I’m fascinated by the ongoing debate between Moses and God, Moses and the people, God and the people — not only here in Exodus 32 but going back at least as far as Exodus 16** — about who is responsible in the community when one party/person misbehaves.

A separate if related question to “Who is responsible?” is “Who is to blame?” which seeks to know who permitted and/or participated in the errant behavior and who consequently deserves punishment. In Exodus 32, the “blame” answer is Aaron and the people, who are made to drink gold-infused water in 32:20 and then further punished by massacre & plague in 32:27-28 & 32:35. One of those feel-good Bible moments.

I’m interested in the “Who is responsible?” question because of its repetition between God, Moses, and the people across so many chapters. “Who is responsible for holding a person/community accountable for errant behavior? Who is responsible for leading the way toward correction, healing and redemption?” Responsible = Response = Who responds in order to redress what has occurred? When the people act out and create their golden idol, for example, who is responsible for their discipline?

Moses and God draw straws over the question.

“They’re your people,” God says to Moses (Exodus 32:7). “No, they’re your people,” Moses says to God (32:11). They debate not to determine blame for the people’s actions but rather to determine responsibility for the hard work of discipline. If the ancient Israelites are Moses’ people, then Moses must take responsibility to “redirect” the people’s idol worship. If they are God’s people, then God must take responsibility to mend (or, given God’s proposal to Moses, dissolve) the covenant that the people have broken.

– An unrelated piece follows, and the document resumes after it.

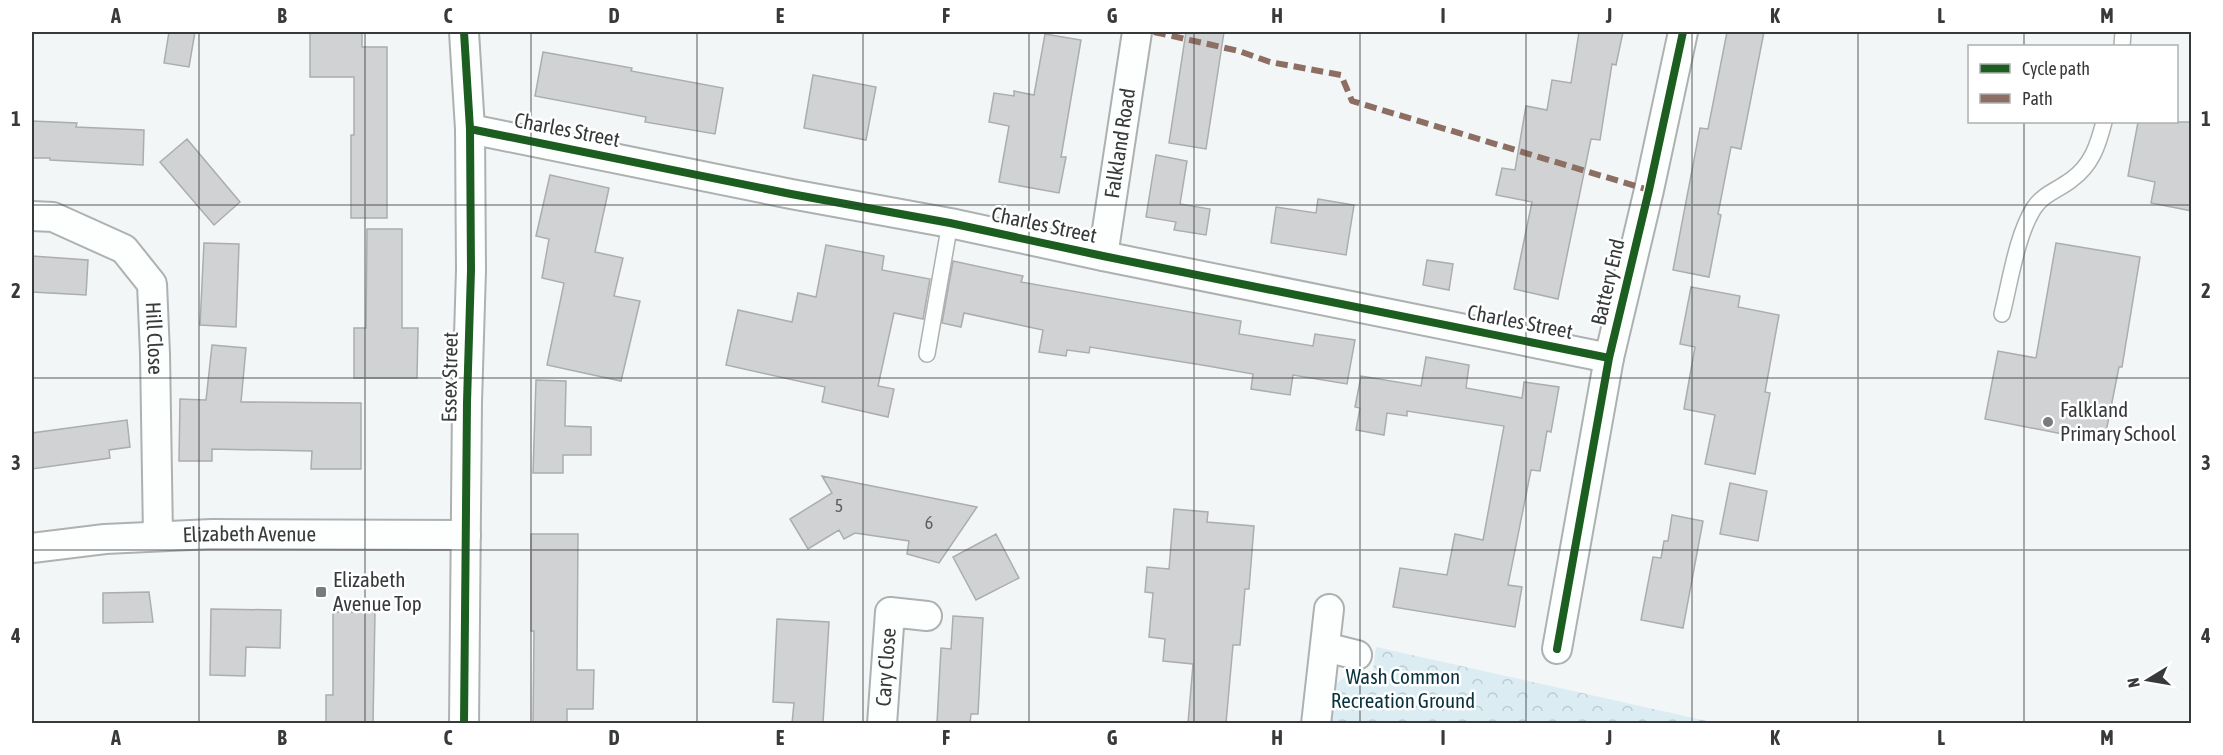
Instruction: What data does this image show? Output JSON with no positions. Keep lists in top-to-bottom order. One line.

Pick any system of injustice or occasion of injury, and the easier question to answer (whether correctly or not) is who’s to blame. More difficult, it seems to me, is the question of responsibility: “Who will clean up the mess? Who will do the hard work of healing & reconciliation & justice within the community? Who will give up their privileges & comforts in order to make way for God’s work to and through others?”

By default, so very often, those who have already experienced injury are tasked with the responsibility for their own healing — those whose privileges and comforts have already been sacrificed — while those who made the mess (as well as those who consider themselves unaffected by it) provide analysis and critique.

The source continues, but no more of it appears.